连续的卷积层：VGG网络在最大池化层之间堆叠多个卷积层，这样可以增加网络的深度。

全连接层：在卷积层之后，VGG网络使用几个全连接层来进一步处理特征。

激活函数：VGG网络使用ReLU作为激活函数。

归一化：VGG网络在每个卷积层之后使用局部响应归一化（Local Response Normalization, LRN），但在后来的一些实现中，这个步骤被省略了。

VGG网络的架构如下：

VGG11：11个卷积层，3个全连接层。VGG13：13个卷积层，3个全连接层。VGG16：16个卷积层，3个全连接层。VGG19：19个卷积层，3个全连接层。
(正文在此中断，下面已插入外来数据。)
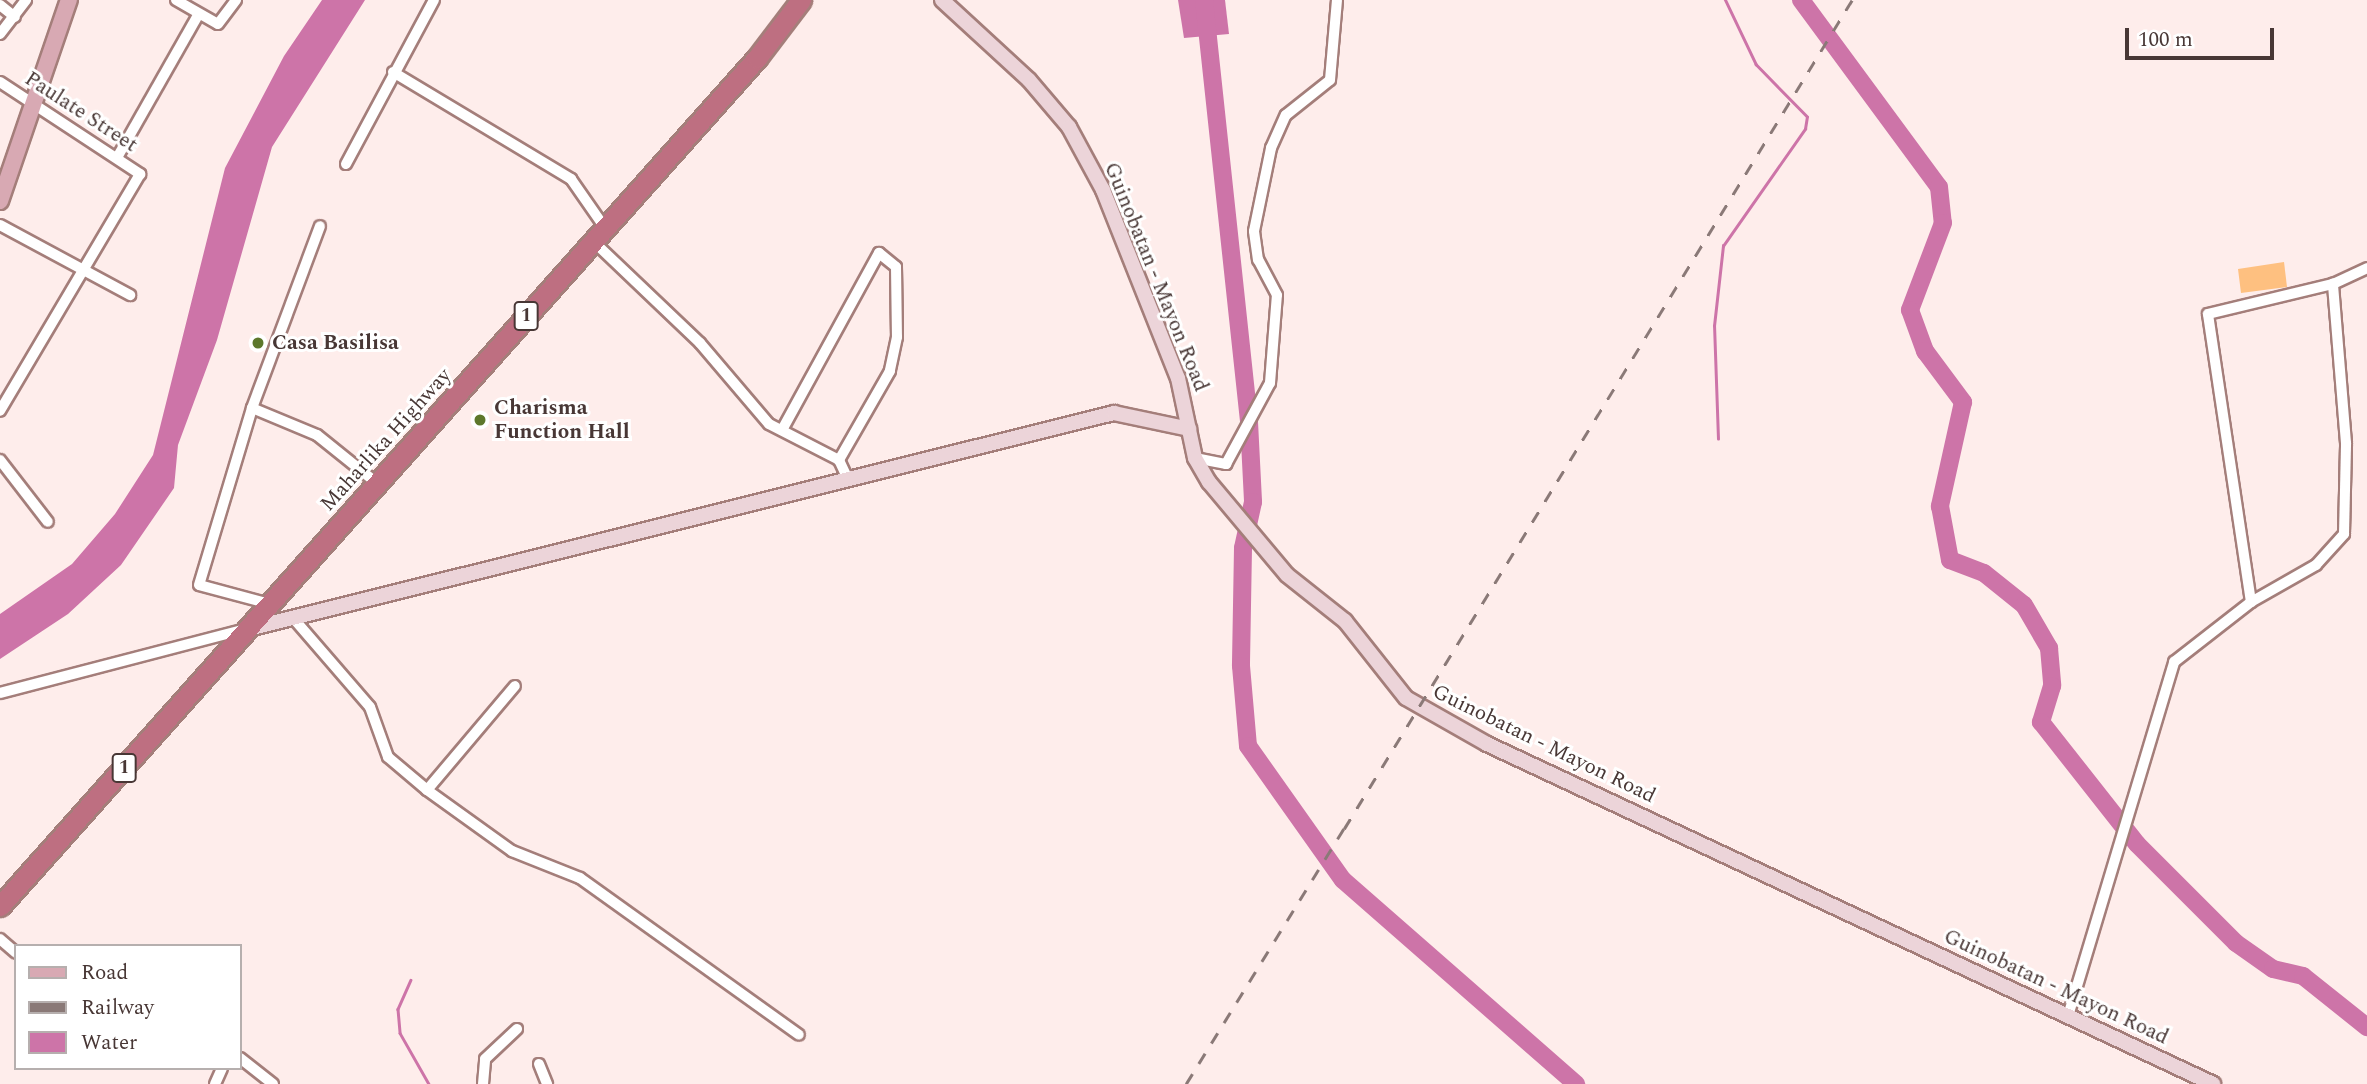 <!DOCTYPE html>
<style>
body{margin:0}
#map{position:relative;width:2367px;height:1084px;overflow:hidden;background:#feedeb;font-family:Spectral,serif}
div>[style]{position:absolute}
.green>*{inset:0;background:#fec080}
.water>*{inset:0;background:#cd74a8}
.stream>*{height:2.5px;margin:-1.25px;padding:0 1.25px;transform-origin:1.25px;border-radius:1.25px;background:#cd74a8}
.river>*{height:18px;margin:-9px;padding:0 9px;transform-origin:9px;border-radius:9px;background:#cd74a8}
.roads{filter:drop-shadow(2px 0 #a47e7a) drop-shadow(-2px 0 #a47e7a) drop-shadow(0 2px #a47e7a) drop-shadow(0 -2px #a47e7a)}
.street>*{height:10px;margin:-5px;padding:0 5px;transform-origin:5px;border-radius:5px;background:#fff}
.secondary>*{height:14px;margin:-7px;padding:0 7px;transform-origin:7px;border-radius:7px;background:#ecd4d9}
.primary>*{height:16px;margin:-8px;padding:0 8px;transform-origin:8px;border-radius:8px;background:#d8a9b3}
.highway>*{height:19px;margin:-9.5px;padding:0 9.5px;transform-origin:9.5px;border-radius:9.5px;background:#be6f81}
.rail>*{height:2.5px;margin-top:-1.25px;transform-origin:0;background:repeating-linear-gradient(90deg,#8a7977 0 12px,transparent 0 24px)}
.dots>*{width:19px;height:19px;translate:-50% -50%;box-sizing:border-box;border:4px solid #fff;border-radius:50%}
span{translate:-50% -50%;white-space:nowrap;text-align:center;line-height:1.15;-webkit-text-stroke:6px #fff;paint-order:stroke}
.shield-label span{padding:2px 5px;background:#fff;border:2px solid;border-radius:5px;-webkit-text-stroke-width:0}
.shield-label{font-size:19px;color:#483735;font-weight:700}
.street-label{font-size:21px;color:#483735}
.poi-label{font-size:21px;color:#483735;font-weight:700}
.left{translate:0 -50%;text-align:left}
.legend{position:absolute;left:14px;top:944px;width:228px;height:126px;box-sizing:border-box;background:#fff;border:2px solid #b6afae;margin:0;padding:9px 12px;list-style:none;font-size:21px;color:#483735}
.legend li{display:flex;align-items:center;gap:14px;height:35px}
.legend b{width:35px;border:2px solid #b6afae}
.scale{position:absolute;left:2125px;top:28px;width:149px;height:32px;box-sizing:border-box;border:4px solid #483735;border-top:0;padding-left:9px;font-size:21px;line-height:24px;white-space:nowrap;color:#483735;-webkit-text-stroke:5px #fff;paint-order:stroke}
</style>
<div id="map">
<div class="green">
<div style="clip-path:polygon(2284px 262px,2287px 287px,2241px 293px,2238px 269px)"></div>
</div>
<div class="water">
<div style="clip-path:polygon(322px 0,365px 0,272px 147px,217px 340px,178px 445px,174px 488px,121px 565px,68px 614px,0 659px,0 614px,72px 564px,115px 514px,153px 455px,225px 168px,284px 56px)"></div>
<div style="clip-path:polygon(1178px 0,1225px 0,1229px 34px,1184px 38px)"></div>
</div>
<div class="stream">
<div style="left:1718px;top:439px;width:113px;rotate:-92deg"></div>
<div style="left:1714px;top:326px;width:81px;rotate:-83.6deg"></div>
<div style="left:1723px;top:246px;width:143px;rotate:-55deg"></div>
<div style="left:1805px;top:129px;width:12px;rotate:-81deg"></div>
<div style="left:1807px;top:117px;width:73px;rotate:-134.4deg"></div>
<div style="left:1756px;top:65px;width:72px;rotate:-115.5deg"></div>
<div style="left:411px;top:980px;width:32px;rotate:114deg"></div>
<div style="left:398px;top:1009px;width:24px;rotate:85deg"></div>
<div style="left:400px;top:1033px;width:59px;rotate:60.4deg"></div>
</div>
<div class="river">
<div style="left:1204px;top:0;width:424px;rotate:83.9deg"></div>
<div style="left:1249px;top:422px;width:80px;rotate:87.1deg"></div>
<div style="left:1253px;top:502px;width:47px;rotate:102.3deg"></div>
<div style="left:1243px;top:548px;width:118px;rotate:91deg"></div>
<div style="left:1241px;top:666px;width:80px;rotate:85deg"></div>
<div style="left:1248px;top:746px;width:164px;rotate:54.7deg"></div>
<div style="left:1343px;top:880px;width:310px;rotate:41.2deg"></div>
<div style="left:1801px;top:0;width:232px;rotate:53.6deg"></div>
<div style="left:1939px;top:187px;width:36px;rotate:84deg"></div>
<div style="left:1943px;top:223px;width:93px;rotate:110.8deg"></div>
<div style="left:1910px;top:310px;width:44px;rotate:69.9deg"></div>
<div style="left:1925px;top:351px;width:64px;rotate:53.3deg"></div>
<div style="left:1963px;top:402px;width:107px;rotate:102.5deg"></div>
<div style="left:1940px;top:506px;width:55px;rotate:79.5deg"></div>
<div style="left:1950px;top:560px;width:36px;rotate:21deg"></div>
<div style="left:1984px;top:573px;width:51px;rotate:38.7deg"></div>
<div style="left:2024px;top:605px;width:50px;rotate:59.8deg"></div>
<div style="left:2049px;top:648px;width:38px;rotate:85deg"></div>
<div style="left:2052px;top:686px;width:38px;rotate:107deg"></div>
<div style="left:2041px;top:722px;width:155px;rotate:51.8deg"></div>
<div style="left:2137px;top:844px;width:140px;rotate:45deg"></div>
<div style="left:2236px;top:943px;width:45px;rotate:35.1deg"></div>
<div style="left:2273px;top:969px;width:31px;rotate:13deg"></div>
<div style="left:2303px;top:976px;width:82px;rotate:38.6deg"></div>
</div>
<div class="roads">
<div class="street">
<div style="left:176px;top:0;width:48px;rotate:29.7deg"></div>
<div style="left:218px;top:24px;width:30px;rotate:-53deg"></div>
<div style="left:0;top:5px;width:19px;rotate:39deg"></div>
<div style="left:0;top:34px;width:43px;rotate:-52.6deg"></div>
<div style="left:393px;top:72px;width:208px;rotate:31deg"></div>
<div style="left:571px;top:179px;width:60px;rotate:55.2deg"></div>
<div style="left:0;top:82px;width:168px;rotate:33.3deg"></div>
<div style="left:140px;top:174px;width:275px;rotate:120.6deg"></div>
<div style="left:118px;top:156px;width:162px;rotate:-60.4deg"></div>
<div style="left:346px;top:164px;width:186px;rotate:-61.8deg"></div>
<div style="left:0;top:225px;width:148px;rotate:28.3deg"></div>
<div style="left:593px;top:241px;width:148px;rotate:43.6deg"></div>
<div style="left:700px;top:343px;width:106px;rotate:49.6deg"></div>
<div style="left:769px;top:424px;width:79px;rotate:27.2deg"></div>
<div style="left:252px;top:408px;width:70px;rotate:22.6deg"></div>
<div style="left:317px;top:435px;width:78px;rotate:38.8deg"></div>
<div style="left:782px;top:430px;width:202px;rotate:-61.3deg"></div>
<div style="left:879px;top:253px;width:22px;rotate:39deg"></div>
<div style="left:896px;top:267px;width:70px;rotate:89.2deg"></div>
<div style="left:897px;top:337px;width:35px;rotate:102deg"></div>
<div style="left:890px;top:371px;width:103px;rotate:119.8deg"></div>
<div style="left:839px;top:460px;width:23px;rotate:65deg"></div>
<div style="left:1195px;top:458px;width:32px;rotate:11deg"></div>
<div style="left:1226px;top:464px;width:92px;rotate:-61.5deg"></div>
<div style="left:1270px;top:383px;width:88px;rotate:-85.5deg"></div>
<div style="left:1277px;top:295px;width:40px;rotate:-118deg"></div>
<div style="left:1258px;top:260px;width:29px;rotate:-98deg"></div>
<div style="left:1254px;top:231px;width:85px;rotate:-78.4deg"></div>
<div style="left:1271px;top:148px;width:36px;rotate:-66deg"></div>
<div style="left:1286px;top:115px;width:56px;rotate:-38.5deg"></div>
<div style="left:1330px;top:80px;width:80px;rotate:-85deg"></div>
<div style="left:0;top:460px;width:78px;rotate:52.3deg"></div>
<div style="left:2251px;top:602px;width:291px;rotate:-98.5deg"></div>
<div style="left:2208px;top:314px;width:129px;rotate:-13.5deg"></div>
<div style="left:270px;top:604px;width:73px;rotate:-165deg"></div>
<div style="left:199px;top:585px;width:185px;rotate:-73.3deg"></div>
<div style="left:252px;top:408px;width:194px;rotate:-69.5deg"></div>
<div style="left:294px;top:619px;width:116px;rotate:49.2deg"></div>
<div style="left:370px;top:707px;width:53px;rotate:70.2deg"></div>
<div style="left:388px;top:757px;width:51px;rotate:40.2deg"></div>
<div style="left:427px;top:790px;width:105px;rotate:35.7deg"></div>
<div style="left:512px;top:851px;width:73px;rotate:21.7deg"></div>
<div style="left:580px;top:878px;width:269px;rotate:35.6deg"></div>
<div style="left:0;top:693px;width:250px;rotate:-14.6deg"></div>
<div style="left:427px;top:790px;width:136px;rotate:-49.8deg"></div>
<div style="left:0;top:939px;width:21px;rotate:41deg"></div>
<div style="left:2068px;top:1016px;width:370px;rotate:-73.3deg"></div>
<div style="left:2174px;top:662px;width:98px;rotate:-37.9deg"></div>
<div style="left:2251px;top:602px;width:75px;rotate:-29.6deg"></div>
<div style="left:2316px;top:565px;width:42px;rotate:-47.9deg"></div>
<div style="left:2344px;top:534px;width:91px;rotate:-88.7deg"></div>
<div style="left:2346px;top:443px;width:160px;rotate:-94.7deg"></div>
<div style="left:2333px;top:284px;width:38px;rotate:-25deg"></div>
<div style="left:240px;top:1058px;width:42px;rotate:38.2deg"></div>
<div style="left:539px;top:1064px;width:22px;rotate:68deg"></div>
<div style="left:215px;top:1084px;width:17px;rotate:-66deg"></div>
<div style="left:483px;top:1084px;width:25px;rotate:-85deg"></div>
<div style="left:485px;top:1059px;width:44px;rotate:-43.2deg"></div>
</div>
<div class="secondary">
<div style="left:942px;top:0;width:118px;rotate:42.6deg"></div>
<div style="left:1029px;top:80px;width:62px;rotate:49.6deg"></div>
<div style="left:1069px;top:127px;width:72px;rotate:61.6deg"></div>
<div style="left:1103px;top:190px;width:202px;rotate:68.3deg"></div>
<div style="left:1178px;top:378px;width:82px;rotate:78deg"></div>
<div style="left:1195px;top:458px;width:28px;rotate:60deg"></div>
<div style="left:1209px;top:482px;width:121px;rotate:50deg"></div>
<div style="left:1287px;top:575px;width:74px;rotate:38.4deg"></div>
<div style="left:1345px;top:621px;width:98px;rotate:51.6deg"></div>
<div style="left:1406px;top:698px;width:93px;rotate:29.6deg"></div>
<div style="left:1487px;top:744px;width:802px;rotate:25.09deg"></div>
<div style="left:248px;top:629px;width:893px;rotate:-14.01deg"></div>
<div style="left:1114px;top:413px;width:77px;rotate:12deg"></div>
</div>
<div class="primary">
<div style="left:0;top:201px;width:213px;rotate:-71.1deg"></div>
</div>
<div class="highway">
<div style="left:0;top:906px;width:1137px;rotate:-48.25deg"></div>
<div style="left:757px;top:58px;width:73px;rotate:-52.8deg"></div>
</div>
</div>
<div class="rail">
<div style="left:1344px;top:829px;width:972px;rotate:-58.5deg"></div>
<div style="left:1186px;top:1084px;width:308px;rotate:-58.3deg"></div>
</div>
<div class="dots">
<div style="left:258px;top:343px;background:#5d772b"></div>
<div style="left:480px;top:420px;background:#5d772b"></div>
</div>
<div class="shield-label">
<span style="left:526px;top:316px">1</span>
<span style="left:124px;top:768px">1</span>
</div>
<div class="street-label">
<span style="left:81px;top:112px;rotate:33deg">Paulate Street</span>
<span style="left:1156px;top:277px;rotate:68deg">Guinobatan - Mayon Road</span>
<span style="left:386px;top:440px;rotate:-48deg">Maharlika Highway</span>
<span style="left:1544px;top:744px;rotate:26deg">Guinobatan - Mayon Road</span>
<span style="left:2056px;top:987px;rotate:25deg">Guinobatan - Mayon Road</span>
</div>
<div class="poi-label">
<span class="left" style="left:272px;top:343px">Casa Basilisa</span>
<span class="left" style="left:494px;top:420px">Charisma<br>Function Hall</span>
</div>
<ul class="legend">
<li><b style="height:9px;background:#d8a9b3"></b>Road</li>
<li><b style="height:9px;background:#8a7977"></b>Railway</li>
<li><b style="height:19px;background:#cd74a8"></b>Water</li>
</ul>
<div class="scale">100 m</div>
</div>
VGG网络的一个关键贡献是证明了网络的深度对于性能的重要性，并且通过实验表明，更深的网络可以通过堆叠简单的3x3卷积层来构建。

PyTorch复现网络模型VGG

CIFAR10 数据集

CIFAR-10数据集是一个广泛用于机器学习和计算机视觉研究的图像数据集。它由加拿大高级研究院（Canadian Institute For Advanced Research）和多伦多大学（University of Toronto）的计算机科学系提供。CIFAR-10数据集包含10个类别的60000张32x32的RGB彩色图像，每个类别有6000张图像。这些类别包括：

飞机（Airplane）汽车（Automobile）鸟类（Bird）猫（Cat）鹿（Deer）狗（Dog）蛙（Frog）马（Horse）船（Ship）卡车（Truck）

每个类别的图像都是随机拍摄的，并且图像中的对象可能会出现不同的方向、大小和背景。CIFAR-10数据集被分为训练集和测试集，其中训练集包含50000张图像，测试集包含10000张图像。

CIFAR-10数据集的特点包括：

多样性

复杂性

高难度

平衡性

CIFAR-10数据集常用于评估图像识别算法的性能，尤其是在卷积神经网络（CNN）的研究中。由于其图像尺寸较小，CIFAR-10也适合用于测试算法的计算效率和内存使用情况。此外，CIFAR-10数据集也是许多深度学习框架和库中内置的标准数据集，方便研究人员和开发者快速开始实验和模型训练。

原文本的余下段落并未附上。